Rumah penampungan Koja
Tahun 2004 silam, sebagai jurnalis, saya diikutsertakan dalam upaya penelusuran rumah penampungan pekerja migran di daerah Koja, Jakarta Utara.
Upaya itu dilakukan berdasarkan informasi seorang gadis asal Maluku -sebut saja Diana- yang berhasil kabur dari rumah penampungan itu. Menurut dia, ada 60-an wanita ‘disekap’ di sebuah rumah penampungan di daerah Koja, Jakarta Utara.
Ketika kami tiba di rumah itu, gerbang rumah itu tertutup rapat. Namun, dari celah-celah pagar, tampak sejumlah besar wanita muda duduk dengan wajah gelisah di teras rumah. Melihat kami, ada beberapa dari mereka mendekati pagar.
Dari balik pagar besi seorang wanita berbisik dia dari daerah Detusoko, Lio.
Seorang yang lain mengaku dari Manggarai.
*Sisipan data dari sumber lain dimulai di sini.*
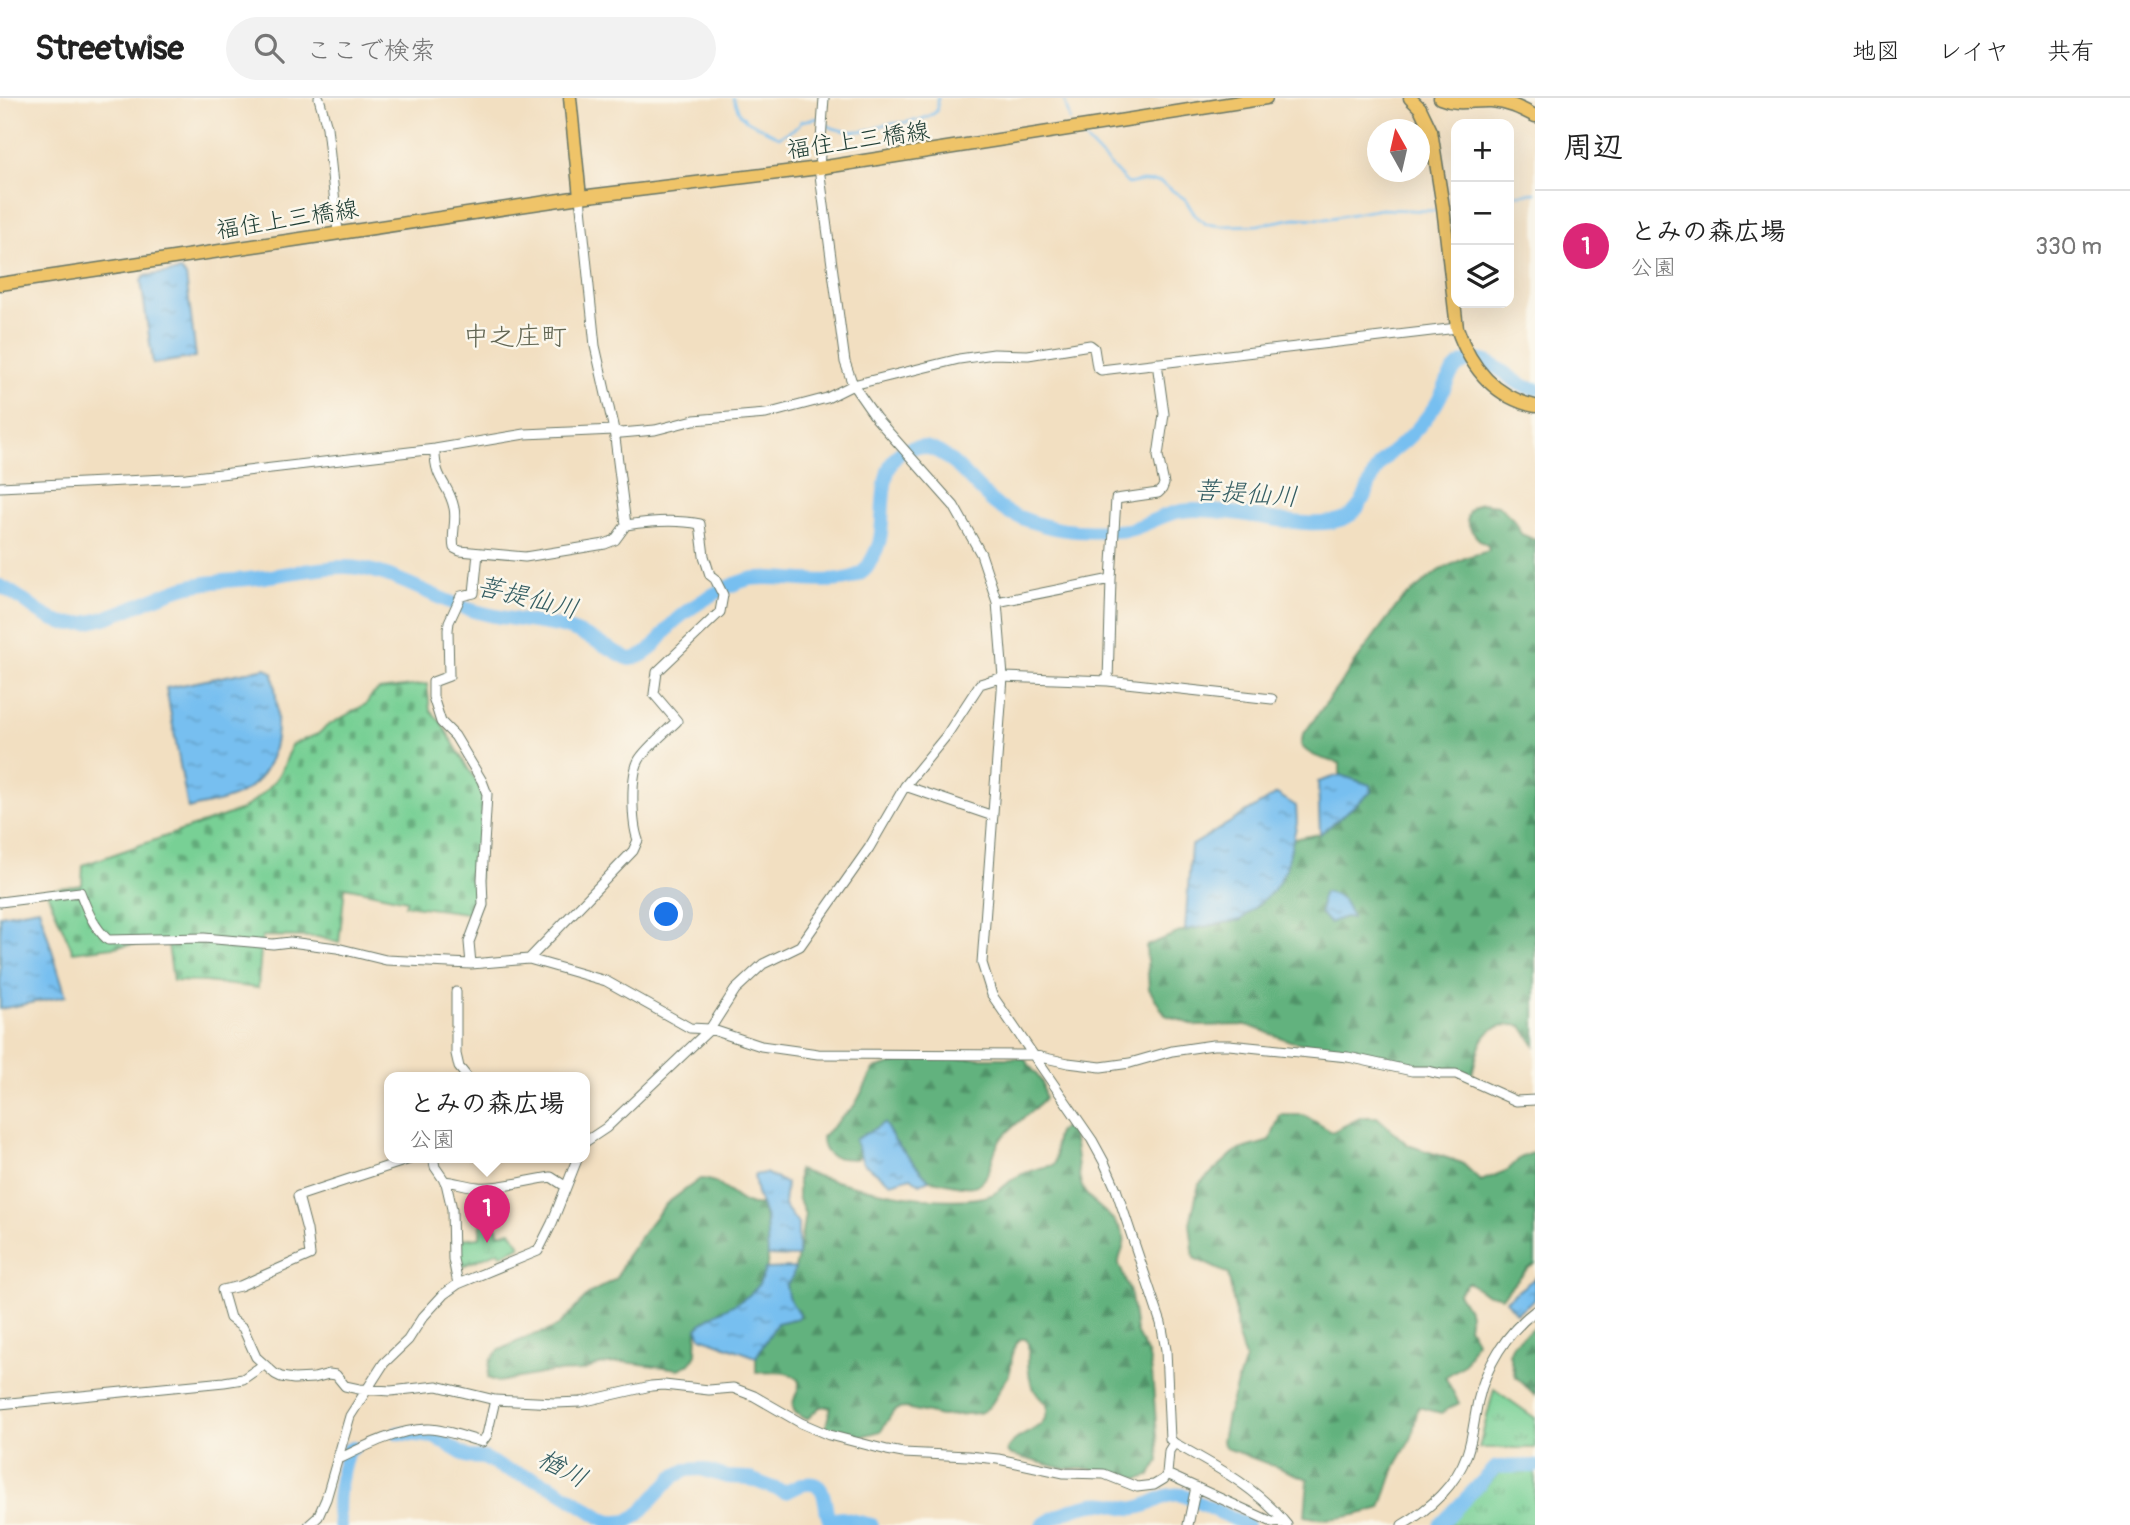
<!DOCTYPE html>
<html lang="ja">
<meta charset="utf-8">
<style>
body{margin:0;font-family:Pangolin,"Klee One",sans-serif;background:#f2f2f2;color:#222}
.controls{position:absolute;right:21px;top:21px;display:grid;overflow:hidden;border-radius:14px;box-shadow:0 7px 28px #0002}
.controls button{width:63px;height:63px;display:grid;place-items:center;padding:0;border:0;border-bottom:2px solid #e0e0e0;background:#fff;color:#222;font:35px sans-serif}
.compass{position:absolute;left:1367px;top:21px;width:63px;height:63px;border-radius:50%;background:#fff;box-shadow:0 7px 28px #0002;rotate:352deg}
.you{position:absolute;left:667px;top:817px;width:24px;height:24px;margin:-18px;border:5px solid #fff;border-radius:50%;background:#1a73e8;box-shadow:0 0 0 10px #1a73e833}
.badge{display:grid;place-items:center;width:46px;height:46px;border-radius:50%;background:#db2777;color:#fff;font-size:23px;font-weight:700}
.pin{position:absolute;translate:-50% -58px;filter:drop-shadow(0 2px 4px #0008)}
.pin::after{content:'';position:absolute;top:37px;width:24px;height:21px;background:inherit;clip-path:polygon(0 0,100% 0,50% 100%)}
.popup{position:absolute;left:384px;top:974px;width:206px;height:91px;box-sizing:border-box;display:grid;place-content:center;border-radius:14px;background:#fff;filter:drop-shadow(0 2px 5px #0005);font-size:23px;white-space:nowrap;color:#767676}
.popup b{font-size:26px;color:#222}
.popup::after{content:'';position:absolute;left:50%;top:100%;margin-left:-14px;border:14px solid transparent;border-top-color:#fff}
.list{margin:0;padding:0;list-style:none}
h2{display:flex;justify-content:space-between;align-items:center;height:91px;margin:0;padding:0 28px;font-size:30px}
h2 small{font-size:23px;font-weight:400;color:#767676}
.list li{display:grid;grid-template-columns:46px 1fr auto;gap:21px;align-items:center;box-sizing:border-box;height:112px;padding:0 28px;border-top:2px solid #e0e0e0}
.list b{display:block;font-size:26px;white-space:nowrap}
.list p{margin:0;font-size:23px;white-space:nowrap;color:#767676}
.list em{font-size:23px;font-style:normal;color:#767676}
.icon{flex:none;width:38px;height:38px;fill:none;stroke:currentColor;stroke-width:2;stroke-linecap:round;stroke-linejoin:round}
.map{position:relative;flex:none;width:1535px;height:1427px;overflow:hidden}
header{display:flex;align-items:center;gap:42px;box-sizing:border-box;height:98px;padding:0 35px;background:#fff;border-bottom:2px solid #e0e0e0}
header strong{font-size:33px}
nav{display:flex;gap:38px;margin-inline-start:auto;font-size:24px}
.search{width:490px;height:63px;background:#f2f2f2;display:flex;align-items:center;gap:18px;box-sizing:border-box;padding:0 24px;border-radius:38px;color:#767676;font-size:26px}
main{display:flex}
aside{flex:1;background:#fff}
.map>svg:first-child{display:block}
</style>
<header>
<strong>Streetwise</strong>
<div class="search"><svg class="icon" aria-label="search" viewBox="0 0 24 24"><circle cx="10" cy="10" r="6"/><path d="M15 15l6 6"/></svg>ここで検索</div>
<nav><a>地図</a><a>レイヤ</a><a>共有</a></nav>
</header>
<main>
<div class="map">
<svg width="1535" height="1427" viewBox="0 0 1535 1427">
<defs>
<pattern id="forest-firs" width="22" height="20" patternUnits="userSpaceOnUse" patternTransform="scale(1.75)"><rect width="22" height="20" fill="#62b27e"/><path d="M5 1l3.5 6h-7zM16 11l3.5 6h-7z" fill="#509268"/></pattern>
<pattern id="cemetery-stones" width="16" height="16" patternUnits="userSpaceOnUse" patternTransform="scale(1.75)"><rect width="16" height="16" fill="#78d095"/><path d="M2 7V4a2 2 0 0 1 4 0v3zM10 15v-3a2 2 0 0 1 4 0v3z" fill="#62aa7a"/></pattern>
<pattern id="park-tufts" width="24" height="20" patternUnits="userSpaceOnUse" patternTransform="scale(1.75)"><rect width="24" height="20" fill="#78d095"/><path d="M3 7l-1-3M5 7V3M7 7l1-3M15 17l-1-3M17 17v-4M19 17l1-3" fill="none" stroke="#62aa7a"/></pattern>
<pattern id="water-ripples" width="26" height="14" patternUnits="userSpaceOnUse" patternTransform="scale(1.75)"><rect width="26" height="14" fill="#77bff0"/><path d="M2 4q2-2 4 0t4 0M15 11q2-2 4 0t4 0" fill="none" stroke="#619cc3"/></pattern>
</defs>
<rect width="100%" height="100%" fill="#fbf7ec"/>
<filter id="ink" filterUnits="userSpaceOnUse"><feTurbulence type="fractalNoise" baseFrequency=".0143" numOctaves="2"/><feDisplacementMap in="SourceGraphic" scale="14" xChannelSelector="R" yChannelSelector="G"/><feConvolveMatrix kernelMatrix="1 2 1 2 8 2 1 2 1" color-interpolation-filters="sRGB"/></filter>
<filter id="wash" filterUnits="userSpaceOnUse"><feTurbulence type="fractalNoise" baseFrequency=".00686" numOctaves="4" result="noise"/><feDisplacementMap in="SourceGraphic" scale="28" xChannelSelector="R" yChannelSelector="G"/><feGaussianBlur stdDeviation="1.57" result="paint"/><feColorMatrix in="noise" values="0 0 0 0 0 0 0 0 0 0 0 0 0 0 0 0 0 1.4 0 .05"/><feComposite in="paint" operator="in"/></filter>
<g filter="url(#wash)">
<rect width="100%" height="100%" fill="#f2dfc1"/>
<path fill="url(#forest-firs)" stroke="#407859" stroke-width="2" d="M 1481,405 L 1498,407 L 1513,421 L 1521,436 L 1535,442 L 1535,948 L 1522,928 C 1483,922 1480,945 1472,976 L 1290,943 L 1247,927 L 1197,928 L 1165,917 L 1149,891 L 1146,848 L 1185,832 L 1241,822 L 1286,771 L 1293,741 L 1320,736 L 1371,694 L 1370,687 L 1340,677 L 1340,665 C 1327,662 1309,659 1301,647 L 1303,637 L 1375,537 L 1400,504 L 1438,473 L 1467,459 L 1489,453 L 1488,448 C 1472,439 1454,414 1481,405 Z
M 911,960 L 1024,960 L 1042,984 L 1045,1000 C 1031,1016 1013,1026 1001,1041 C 995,1049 994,1057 991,1066 C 982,1103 955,1084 929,1082 L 896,1045 L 884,1025 L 855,1042 L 860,1057 L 856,1061 C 837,1060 822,1062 822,1039 L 855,1007 L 874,971 Z
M 1280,1017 L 1304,1017 L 1332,1034 L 1362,1019 L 1377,1019 L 1408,1047 L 1462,1065 L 1481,1083 L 1508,1072 L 1520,1060 L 1535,1054 L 1535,1166 L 1527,1171 L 1502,1199 L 1485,1195 L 1468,1184 L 1458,1195 L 1470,1215 L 1468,1229 L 1476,1243 L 1464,1267 L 1445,1279 L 1459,1305 L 1441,1315 L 1418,1309 L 1412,1339 L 1396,1367 L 1381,1410 C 1357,1417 1330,1425 1305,1418 L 1308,1381 L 1226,1350 L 1222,1343 L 1227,1317 L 1245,1261 L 1237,1236 L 1236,1216 L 1228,1176 L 1194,1160 L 1190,1125 L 1199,1086 L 1236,1053 L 1270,1043 Z
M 1068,1028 C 1080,1046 1075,1079 1084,1093 C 1094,1109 1119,1120 1124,1139 C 1127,1149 1118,1156 1119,1166 L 1131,1197 L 1136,1234 L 1149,1258 L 1152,1275 L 1159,1363 L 1150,1378 L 1139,1381 L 1091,1371 L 1064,1371 L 1008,1356 L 1007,1351 C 1017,1333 1051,1334 1047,1306 C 1032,1295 1029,1282 1028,1264 C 1027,1255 1031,1249 1026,1241 L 1020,1241 C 1007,1256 1015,1261 1009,1277 C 1009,1278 1003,1285 1003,1286 C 995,1298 994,1309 979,1315 L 941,1318 L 905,1310 L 898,1311 L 893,1314 L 881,1333 L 859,1339 L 825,1332 L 831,1308 L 820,1309 L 807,1321 C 770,1309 822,1283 785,1275 C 776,1273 765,1275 756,1275 L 756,1259 L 777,1225 L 798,1220 L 788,1199 L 786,1187 L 792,1180 L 798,1159 L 805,1116 L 798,1100 L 798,1072 C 846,1088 943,1112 991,1097 C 999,1094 1006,1086 1013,1081 C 1025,1073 1040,1070 1054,1067 C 1060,1052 1048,1035 1068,1028 Z
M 700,1081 C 724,1080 737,1111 761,1107 C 768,1125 772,1165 762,1183 C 759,1189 749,1199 743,1203 C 726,1215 712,1213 697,1230 L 696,1256 L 690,1266 L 679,1271 L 624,1264 L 598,1267 L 582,1273 L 551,1274 L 498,1284 L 488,1280 L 490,1263 L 498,1253 L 529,1238 L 548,1233 L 559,1227 L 590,1195 L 616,1181 L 626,1159 L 648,1128 L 666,1106 Z
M 1535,1228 L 1535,1297 L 1515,1278 L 1509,1256 L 1513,1246 Z"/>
<path fill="url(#cemetery-stones)" stroke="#4c8664" stroke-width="2" d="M 427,586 L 430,612 L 441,624 L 467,669 L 482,691 L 483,708 L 478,765 L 479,804 L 474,816 L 405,807 L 407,802 L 345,789 L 339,845 L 318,839 L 262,838 L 258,890 L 205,884 L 173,883 L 168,846 L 137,846 L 73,854 L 46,792 L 82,787 L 83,767 L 241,712 C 267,695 283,679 291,647 L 318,636 L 327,628 L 366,606 L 372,597 L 379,592 Z"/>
<path fill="url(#park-tufts)" stroke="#4c8664" stroke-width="2" d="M 492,1122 L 493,1130 L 497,1129 L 498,1136 L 511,1133 L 521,1148 L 501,1157 L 499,1153 L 455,1171 L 454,1142 L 480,1139 L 481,1125 Z
M 1494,1291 L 1535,1320 L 1535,1350 L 1479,1350 Z
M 1501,1373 L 1535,1374 L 1535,1427 L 1447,1427 Z"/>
<path fill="url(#water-ripples)" stroke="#4b7e92" stroke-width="2" d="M 181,173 L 186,178 L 196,259 L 153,266 L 141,183 L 145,178 Z
M 266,570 L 273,575 C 279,613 284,663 249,690 C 233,703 206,706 188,711 L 166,590 Z
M 1340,677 L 1370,687 L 1371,694 L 1320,736 L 1318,684 Z
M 1277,696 L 1296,708 L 1297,725 L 1286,771 L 1274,792 L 1241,822 L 1185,832 L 1191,748 Z
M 1324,794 C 1344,798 1344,802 1352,820 L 1345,819 L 1329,825 L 1321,816 L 1321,802 Z
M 39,810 L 66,898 L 0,911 L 0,817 Z
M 884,1025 L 896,1045 L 929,1082 L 920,1086 L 911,1079 L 891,1085 L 863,1065 L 855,1042 Z
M 765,1075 L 786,1085 L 784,1107 L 798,1126 L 798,1159 L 768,1158 L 766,1120 L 757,1096 L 754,1077 Z
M 795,1170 L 792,1180 L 786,1187 L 788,1199 L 799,1216 L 798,1220 L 777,1225 L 756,1259 L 701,1239 L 697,1230 C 718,1206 756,1209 765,1171 Z
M 1535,1180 L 1535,1201 L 1516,1215 L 1506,1202 Z"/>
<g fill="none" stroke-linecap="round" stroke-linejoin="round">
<path stroke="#77bff0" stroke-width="2.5" d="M 733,0 L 740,16 L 746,22 L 779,39 L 799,28 L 801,23 L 819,20 L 821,21
M 1064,0 L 1070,22
M 826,26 C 837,35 860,34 874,31 C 879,29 884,26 890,26 C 905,24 924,24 937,13 L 938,0
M 1080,36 L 1128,86 L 1142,83 L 1160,84 L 1185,101 L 1195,117 L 1206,126 L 1222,128 L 1258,127 L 1295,120 L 1325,121 L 1381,111 L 1437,113
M 1509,97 L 1535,95
M 1455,114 L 1456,114"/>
<path stroke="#77bff0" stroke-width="14" d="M 0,488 C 23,498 39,520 64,525 C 98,532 155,495 190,488 C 214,482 240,483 264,479 C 291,475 316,470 343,469 C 384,468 429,498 468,511 C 497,521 527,522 557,528 C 582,533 606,549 629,561 C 651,560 661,536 676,522 C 693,507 725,488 746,482 C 774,473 850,497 868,468 C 872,461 879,449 880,441 C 886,413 875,352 917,349 C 946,346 973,388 994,405 C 1001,411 1011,416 1019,419 C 1051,432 1075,435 1109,433 C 1117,433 1125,433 1132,431 C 1145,427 1157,420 1170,416 C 1190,409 1212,413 1233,415 C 1263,418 1319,434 1347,419 C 1366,409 1368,382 1380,366 C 1387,357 1397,350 1405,343 C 1415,334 1424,323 1432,312 C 1442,300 1445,284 1454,272 C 1459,266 1466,263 1474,262 C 1497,260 1511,288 1535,291
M 398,1335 L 434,1339 L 468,1359 L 484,1360 L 504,1371 L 535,1381 L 553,1389 L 605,1422 L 619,1424 L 628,1423 L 639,1416 L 673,1379 L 686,1372 L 701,1371 L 727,1379 L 748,1380 L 784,1394 C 792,1393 797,1387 805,1386 C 829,1382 823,1409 829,1422 L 842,1420 L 872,1427
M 340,1427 C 335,1406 341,1374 348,1352 L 353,1350
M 1042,1427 C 1061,1415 1087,1403 1109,1406 C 1119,1407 1127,1412 1136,1410 C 1155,1407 1163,1394 1182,1397 L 1247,1427
M 1440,1427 L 1496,1369 L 1535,1368"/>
</g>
</g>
<g filter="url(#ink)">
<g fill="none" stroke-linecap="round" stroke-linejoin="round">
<g stroke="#697665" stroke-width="11">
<path id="minor" d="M 319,0 L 327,29 L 338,134
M 824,0 L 819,70 L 845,264 L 853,287 L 876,320 L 954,408 L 981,456 L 997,504 L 1003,579 L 982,865 L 992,897 L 1092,1042 L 1104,1064 L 1116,1091 L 1161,1225 L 1166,1252 L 1170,1341 L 1174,1345 C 1217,1369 1255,1388 1287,1427
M 435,351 C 434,383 449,385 454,410 C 457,423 451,437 454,450 L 460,453 L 525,459 L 562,453 L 605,446 L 615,442 L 626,427 L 614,332 L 595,248 L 580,99
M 0,389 L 186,380 L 435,351 L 525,336 L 614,332 L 621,335 L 655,332 L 694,322 L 766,316 L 827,300 L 853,287 L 959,261 L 994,256 L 1028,257 L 1090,247 L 1094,250 L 1097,269 L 1101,272 L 1457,230
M 997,504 L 1111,481
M 1108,583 L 1111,481 L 1116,401 L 1158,395 L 1162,391 L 1164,386 L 1158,358 L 1164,316 L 1157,265
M 905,688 L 993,718
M 0,804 L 80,794 C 87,812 93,828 108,842 L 204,840 L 273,846 L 290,844 L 337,850 L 386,862 L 471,866 L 529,861 L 606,883 L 690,930 L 710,931 L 761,948 L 818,956 L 1032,957 L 1068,965 L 1101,969 L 1130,965 L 1172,953 L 1213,947 L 1229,947 L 1348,959 L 1412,973 L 1427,973 L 1441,976 L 1456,976 L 1516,1003 L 1535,1002
M 529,861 L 633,753 L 638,742 C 632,726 630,678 639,662 C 645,651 667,633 677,623 L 654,596 L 657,574 L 720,514 L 723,497 L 715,481 L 710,477 L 704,458 L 700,426 C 675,421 651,423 626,427
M 471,866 L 469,844 L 483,807 L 482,781 L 487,696 L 482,683 L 455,638 L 441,624 L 433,599 L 433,584 L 449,578 L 448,532 L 449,524 L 461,498 L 474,495 L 478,455
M 456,894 L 456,956 L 459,969 L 467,979
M 585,1044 L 606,1030 L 710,931 L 735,892 L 763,866 L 800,848 L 869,750 L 905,688 L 946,638 L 980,586 L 1003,579 L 1108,583 L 1272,601
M 416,1059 L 298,1098 L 307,1132 L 310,1157 L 240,1188 L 222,1192 L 230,1220 L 243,1230 L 256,1259 L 275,1276 L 281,1279 L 294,1281 L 314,1280 L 329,1276 L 336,1277 L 345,1288 L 359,1291 L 391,1293 L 437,1288 L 495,1302
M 433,1059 L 435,1069 L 446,1085 L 452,1111 L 453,1161 L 458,1186
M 444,1083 C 456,1084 466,1088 478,1089 C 500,1091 528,1082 551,1079 L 565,1088
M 0,1306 L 224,1284 L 243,1281 L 263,1267
M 337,1362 C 363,1349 400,1330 429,1331 C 447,1332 464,1339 482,1344 L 487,1337 L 495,1302 L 555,1305 L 581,1304 L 651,1288 L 664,1287 L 709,1292 L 733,1290 L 754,1298 L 801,1325 L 829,1337 L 887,1352 L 903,1355 L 968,1358 L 998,1361 L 1064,1375 L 1104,1376 L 1137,1389 L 1154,1387 L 1164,1381 L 1167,1376 L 1169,1353 L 1174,1345
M 1167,1376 L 1272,1424 L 1285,1425
M 309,1427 L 318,1419 L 326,1401 L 350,1318 L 384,1265 L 408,1242 L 422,1220 L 444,1196 L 458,1186 L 538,1153 L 552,1125 L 578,1059
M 1188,1427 L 1196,1389
M 1402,1427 C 1430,1411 1456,1387 1467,1356 C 1473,1339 1474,1321 1478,1303 C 1486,1268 1506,1235 1535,1213"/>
</g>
<g stroke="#697665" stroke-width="15">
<path id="major" d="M 570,0 L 580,99
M 1410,0 L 1420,10 L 1431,33 L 1443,109 L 1457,230 C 1470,268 1494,299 1535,308
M 1440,0 C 1459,8 1472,2 1491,3 C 1508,4 1520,10 1535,18
M 0,186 L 580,99 L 819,70 L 1266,0"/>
</g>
<use href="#minor" stroke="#fff" stroke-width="9"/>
<use href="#major" stroke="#efc469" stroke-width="12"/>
</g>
</g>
<g text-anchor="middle" stroke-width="5" stroke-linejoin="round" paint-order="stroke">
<g font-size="24" fill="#1f3d34" stroke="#fbf7ec">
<text transform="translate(858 42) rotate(-8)" y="8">福住上三橋線</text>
<text transform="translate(287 121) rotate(-9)" y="8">福住上三橋線</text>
</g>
<g font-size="26" fill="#626653" stroke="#fbf7ec">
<text x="515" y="247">中之庄町</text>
</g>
<g font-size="26" font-style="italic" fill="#355e63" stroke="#fbf7ec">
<text transform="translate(1246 395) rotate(4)" y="9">菩提仙川</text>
<text transform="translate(528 499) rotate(14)" y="9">菩提仙川</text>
<text transform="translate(563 1370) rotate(28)" y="9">楢川</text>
</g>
</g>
</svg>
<div class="controls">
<button>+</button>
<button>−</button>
<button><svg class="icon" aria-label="layers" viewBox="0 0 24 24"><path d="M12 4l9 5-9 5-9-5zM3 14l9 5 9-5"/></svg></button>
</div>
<svg class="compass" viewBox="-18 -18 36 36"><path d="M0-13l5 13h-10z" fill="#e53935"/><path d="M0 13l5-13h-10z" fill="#767676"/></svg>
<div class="you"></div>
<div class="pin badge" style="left:487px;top:1145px">1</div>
<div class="popup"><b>とみの森広場</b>公園</div>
</div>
<aside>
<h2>周辺<small></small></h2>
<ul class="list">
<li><span class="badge">1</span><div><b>とみの森広場</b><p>公園</p></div><em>330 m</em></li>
</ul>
</aside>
</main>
Wanita yang lain lagi mengaku berasal dari dan Sumba.
Temuan’ itu kemudian disampaikan Badan Nasional Penempatan dan Perlindungan Tenaga Kerja Indonesia (BNP2TKI) untuk ditindaklajuti.
Namun, cerita miris tidak berhenti di sini. Dari kisah ‘rumah penampungan’ di Koja itu, terungkap aib yang mungkin tak pernah dibayangkan oleh banyak orang Flobamora.
Diana mengisahkan, tak sedikit rekan-rekan PRT yang bekerja di luar negeri, hamil. “Ketika ada teman-teman kecelakaan atau hamil, agen segera menarik pulang lalu menempatkannya di rumah penampungan ke Jakarta. Setelah melahirkan, mereka kemudian dikirim kembali ke luar negeri.
Pertanyaannya, di mana atau kemana bayi mereka? Diana sendiri mengaku bahwa dia tan teman-temannya pun tak mengetahui.
Apakah bayi-bayi dikirim ke panti asuhan? Ataukah mereka ‘dijual’ ke pihak yang membutuhkan? Entalah!
Modus keluarga kaya ‘Katolik’
Antara 2010-2013, penulis sendiri berhadapan tiga kasus PRT. Secara kebetulan mereka bertiga adalah kerabat penulis sendiri.
Mereka mengaku datang ke Jakarta karena dikirim oleh oknum pastor dan suster yang memiliki relasi dengan keluarga Katolik ‘kaya’ di Jakarta.
Konon, keluarga kaya itu meminta bantuan pastor dan suster untuk merekrut OMK yang bersedia menjadi PRT, tentu saja dengan iming-iming gaji tinggi.
Ternyata, ketika tiba di Jakarta, mereka tidak bekerja di rumah keluarga kaya yang Katolik itu, tetapi ‘dipekerjakan’ ke keluarga lain yang non-Katolik. Mereka sok dan tertekan, karena suasana kerja tidak seperti dibayangkan. Mereka mengaku tidak diberi kesempatan untuk Misa pada hari Minggu.
Merasa ditipu, ketiganya -dalam waktu yang berbeda- meminta supaya dijemput’ dari keluarga yang mempekerjakannya.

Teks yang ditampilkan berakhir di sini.